The overarching goal of OAR is to deliver a robust research data infrastructure to share the results of NIST research with the community at large. Our strategy for achieving this goal involves collaborative data science as demonstrated through usage statistics from astronomical archives’ data discovery and access patterns.[2] Organizations face many challenges striving to balance rapid advancements in technology and data driven research with internal operational costs and constraints. To meet these challenges, NIST assembled a diverse group of experts with key leaders and engaged stakeholders via cross-organizational advisors. This resulted in a joint effort to build an integrated system engineered to support data workflow processes, systems infrastructure, and public dissemination with secure publicly accessible platforms for scientific collaboration.
At the onset of the OAR project, priority was placed on developing a system that would allow us to comply with government open data policy.[3] This resulted in a baseline Minimum Viable Product (MVP), delivering a NIST public data listing (PDL) which enforces adherence to a new government data standard semantic model, the Project Open Data (POD) schema. The NIST PDL continues to be routinely harvested by the Department of Commerce and made available through the U.S. data.gov web portal, which hosts records of all POD-compliant government public datasets. Following enactment of the OPEN Government Data Act[4], updates and compliance of our OAR infrastructure will be further advanced.
References
- ↑ "Long Tail of Data: e-IRG Task Force Report" (PDF). e-IRG Secretariat. September 2016. http://e-irg.eu/documents/10920/238968/LongTailOfData2016.pdf. Retrieved 29 January 2019.
- ↑ White, R.L.; Accomazzi, A.; Berriman, G.B. et al. (2009). "The High Impact of Astronomical Data Archives". Astro2010: The Astronomy and Astrophysics Decadal Survey: 64. https://ui.adsabs.harvard.edu/abs/2009astro2010P..64W/abstract.

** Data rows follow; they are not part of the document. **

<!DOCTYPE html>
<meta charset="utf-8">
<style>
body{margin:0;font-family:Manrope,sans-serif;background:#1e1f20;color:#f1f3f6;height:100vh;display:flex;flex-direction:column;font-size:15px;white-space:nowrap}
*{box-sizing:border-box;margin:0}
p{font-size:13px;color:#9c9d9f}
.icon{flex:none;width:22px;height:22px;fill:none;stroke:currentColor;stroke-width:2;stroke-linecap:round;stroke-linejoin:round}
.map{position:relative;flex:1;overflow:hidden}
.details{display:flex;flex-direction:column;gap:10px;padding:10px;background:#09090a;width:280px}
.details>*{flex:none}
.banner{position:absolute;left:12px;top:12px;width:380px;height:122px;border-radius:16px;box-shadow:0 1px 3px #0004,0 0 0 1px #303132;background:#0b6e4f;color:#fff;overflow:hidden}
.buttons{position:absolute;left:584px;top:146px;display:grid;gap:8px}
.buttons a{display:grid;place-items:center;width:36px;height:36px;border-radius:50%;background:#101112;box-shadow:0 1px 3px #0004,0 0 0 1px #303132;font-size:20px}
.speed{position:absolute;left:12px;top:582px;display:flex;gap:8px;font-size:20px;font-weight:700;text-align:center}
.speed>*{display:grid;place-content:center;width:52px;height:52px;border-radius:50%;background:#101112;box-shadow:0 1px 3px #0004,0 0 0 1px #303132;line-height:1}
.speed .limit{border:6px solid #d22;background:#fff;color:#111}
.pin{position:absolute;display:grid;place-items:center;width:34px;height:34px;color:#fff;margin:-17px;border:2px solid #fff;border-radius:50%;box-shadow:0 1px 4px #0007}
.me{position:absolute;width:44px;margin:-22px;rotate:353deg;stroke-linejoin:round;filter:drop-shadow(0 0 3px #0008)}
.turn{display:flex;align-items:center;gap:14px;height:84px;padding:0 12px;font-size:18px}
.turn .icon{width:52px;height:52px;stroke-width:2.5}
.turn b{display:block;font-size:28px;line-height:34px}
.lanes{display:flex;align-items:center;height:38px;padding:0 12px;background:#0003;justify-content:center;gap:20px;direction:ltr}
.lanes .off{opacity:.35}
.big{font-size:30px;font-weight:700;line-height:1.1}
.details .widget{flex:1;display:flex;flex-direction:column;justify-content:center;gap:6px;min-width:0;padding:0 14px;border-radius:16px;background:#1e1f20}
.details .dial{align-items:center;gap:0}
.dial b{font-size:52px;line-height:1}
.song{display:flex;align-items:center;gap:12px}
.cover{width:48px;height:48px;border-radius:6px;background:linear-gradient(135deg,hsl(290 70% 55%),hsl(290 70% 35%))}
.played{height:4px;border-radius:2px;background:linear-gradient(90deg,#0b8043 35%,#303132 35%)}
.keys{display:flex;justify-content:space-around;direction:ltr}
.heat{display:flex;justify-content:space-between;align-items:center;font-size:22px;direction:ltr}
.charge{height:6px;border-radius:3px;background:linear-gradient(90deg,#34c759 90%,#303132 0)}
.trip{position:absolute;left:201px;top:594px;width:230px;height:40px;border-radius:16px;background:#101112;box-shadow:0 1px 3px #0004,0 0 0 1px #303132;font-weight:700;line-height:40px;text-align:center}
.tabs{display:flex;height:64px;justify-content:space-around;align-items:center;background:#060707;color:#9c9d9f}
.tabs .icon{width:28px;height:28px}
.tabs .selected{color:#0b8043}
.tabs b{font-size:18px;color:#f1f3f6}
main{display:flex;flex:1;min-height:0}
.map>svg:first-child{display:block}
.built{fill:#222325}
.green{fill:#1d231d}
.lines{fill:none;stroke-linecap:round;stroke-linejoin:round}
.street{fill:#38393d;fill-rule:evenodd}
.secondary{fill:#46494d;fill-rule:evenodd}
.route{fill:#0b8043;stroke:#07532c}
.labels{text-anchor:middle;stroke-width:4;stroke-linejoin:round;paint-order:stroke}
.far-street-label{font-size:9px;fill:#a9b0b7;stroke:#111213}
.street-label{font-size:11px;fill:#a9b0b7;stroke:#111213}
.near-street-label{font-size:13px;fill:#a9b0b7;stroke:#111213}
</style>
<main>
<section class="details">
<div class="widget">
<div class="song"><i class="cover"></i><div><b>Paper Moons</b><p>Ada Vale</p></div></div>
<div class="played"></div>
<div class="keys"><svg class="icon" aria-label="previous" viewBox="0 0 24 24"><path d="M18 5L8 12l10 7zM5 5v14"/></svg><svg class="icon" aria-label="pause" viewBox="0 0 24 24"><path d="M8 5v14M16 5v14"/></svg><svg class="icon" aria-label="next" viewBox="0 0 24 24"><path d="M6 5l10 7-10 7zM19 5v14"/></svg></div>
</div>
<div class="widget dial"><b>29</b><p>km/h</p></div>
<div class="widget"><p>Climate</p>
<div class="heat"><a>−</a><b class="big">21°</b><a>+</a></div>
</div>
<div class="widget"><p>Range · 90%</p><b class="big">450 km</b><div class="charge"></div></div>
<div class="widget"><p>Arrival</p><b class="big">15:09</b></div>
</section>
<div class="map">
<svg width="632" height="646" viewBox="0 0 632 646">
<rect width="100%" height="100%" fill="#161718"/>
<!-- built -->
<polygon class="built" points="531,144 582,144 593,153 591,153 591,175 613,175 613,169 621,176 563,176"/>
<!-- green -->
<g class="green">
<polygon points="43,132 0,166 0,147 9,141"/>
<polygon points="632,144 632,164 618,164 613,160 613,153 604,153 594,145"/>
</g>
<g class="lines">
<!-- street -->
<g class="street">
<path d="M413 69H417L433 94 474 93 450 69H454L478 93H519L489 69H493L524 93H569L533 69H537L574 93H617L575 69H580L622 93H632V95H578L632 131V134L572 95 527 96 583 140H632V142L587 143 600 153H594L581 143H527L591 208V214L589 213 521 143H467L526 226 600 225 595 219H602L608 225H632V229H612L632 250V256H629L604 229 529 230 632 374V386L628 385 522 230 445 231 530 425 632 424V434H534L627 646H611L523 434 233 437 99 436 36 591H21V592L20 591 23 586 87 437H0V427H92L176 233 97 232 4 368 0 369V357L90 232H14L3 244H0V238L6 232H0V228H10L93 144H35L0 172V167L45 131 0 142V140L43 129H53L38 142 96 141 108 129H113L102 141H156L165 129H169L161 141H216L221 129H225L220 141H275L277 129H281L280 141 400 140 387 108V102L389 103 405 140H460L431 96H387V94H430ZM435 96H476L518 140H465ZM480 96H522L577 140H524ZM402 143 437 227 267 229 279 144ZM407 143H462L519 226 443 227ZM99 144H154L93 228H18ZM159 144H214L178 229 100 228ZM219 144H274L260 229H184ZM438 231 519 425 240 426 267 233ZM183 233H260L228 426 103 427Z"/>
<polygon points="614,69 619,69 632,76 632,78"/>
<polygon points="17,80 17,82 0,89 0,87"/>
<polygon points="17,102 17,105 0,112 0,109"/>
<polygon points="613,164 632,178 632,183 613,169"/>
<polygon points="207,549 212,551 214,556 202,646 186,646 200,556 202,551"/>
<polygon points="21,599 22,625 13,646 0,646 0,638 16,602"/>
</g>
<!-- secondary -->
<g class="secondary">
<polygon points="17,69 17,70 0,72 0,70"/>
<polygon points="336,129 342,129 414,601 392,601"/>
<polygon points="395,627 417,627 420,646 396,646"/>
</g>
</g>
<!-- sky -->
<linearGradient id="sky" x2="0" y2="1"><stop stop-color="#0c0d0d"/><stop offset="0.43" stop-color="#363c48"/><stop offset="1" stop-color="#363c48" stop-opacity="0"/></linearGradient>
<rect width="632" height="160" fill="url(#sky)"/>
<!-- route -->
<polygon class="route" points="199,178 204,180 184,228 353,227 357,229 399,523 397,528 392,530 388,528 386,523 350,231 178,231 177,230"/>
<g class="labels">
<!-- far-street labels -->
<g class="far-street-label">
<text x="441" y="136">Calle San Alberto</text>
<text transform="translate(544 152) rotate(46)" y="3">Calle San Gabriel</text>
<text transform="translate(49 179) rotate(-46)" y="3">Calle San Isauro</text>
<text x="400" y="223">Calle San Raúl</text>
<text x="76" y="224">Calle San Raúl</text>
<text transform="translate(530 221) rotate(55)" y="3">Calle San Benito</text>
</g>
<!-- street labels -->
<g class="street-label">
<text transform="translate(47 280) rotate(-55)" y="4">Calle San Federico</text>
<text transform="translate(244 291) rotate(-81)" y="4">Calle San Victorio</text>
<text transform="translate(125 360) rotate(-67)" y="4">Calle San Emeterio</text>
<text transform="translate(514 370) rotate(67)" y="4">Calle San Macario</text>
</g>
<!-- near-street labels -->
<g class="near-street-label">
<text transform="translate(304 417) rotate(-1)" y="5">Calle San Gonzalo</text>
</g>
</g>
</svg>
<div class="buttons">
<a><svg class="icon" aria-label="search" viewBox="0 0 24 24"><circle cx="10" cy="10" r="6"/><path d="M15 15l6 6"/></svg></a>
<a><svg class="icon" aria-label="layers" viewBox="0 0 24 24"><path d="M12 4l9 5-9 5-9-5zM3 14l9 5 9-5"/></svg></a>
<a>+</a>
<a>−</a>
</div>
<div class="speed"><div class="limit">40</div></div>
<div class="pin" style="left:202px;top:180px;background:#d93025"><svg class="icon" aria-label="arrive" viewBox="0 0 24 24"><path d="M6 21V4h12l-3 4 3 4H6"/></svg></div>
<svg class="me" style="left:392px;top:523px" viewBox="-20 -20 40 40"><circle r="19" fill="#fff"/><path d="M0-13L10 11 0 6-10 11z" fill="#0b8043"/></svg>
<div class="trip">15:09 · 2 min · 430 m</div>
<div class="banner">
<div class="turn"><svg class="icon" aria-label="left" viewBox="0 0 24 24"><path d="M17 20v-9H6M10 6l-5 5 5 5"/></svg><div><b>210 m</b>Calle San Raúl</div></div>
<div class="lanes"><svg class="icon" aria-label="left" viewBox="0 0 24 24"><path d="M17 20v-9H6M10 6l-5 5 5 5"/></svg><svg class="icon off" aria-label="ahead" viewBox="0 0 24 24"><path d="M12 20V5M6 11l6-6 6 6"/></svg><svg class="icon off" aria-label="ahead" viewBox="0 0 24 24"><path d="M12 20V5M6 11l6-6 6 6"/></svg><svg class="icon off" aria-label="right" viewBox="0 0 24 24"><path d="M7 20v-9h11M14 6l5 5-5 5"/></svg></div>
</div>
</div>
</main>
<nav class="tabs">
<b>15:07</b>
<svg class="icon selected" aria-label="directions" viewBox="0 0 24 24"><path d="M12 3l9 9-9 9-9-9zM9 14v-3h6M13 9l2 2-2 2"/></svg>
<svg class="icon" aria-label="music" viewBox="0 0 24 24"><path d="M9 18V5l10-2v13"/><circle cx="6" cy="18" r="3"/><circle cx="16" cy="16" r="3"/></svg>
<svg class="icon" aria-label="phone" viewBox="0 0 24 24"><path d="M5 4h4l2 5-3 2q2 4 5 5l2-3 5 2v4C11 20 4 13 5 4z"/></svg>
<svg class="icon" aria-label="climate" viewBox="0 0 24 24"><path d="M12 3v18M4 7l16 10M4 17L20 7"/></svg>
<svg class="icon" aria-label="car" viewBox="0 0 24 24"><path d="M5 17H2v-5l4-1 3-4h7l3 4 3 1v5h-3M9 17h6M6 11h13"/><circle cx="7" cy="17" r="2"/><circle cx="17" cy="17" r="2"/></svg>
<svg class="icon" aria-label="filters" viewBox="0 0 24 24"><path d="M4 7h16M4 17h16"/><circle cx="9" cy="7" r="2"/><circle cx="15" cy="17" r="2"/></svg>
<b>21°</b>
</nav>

- ↑ Burwell, S.M.; VanRoekel, S.; Park, T.; Mancini, D.J. (9 May 2013). "Open Data Policy—Managing Information as an Asset" (PDF). M-13-13 Memorandum for the Heads of Executive Departments and Agencies. https://obamawhitehouse.archives.gov/sites/default/files/omb/memoranda/2013/m-13-13.pdf. Retrieved 20 April 2019.
- ↑ "Title II - Open Government Data Act". HR 4174: Foundations for Evidence-Based Policymaking Act of 2018. 115th Congress. 2018. https://www.congress.gov/bill/115th-congress/house-bill/4174/text#toc-H8E449FBAEFA34E45A6F1F20EFB13ED95. Retrieved 29 January 2019.
Notes
This presentation is faithful to the original, with only a few minor changes to presentation. In some cases important information was missing from the references, and that information was added. The original article lists references alphabetically, but this version—by design—lists them in order of appearance.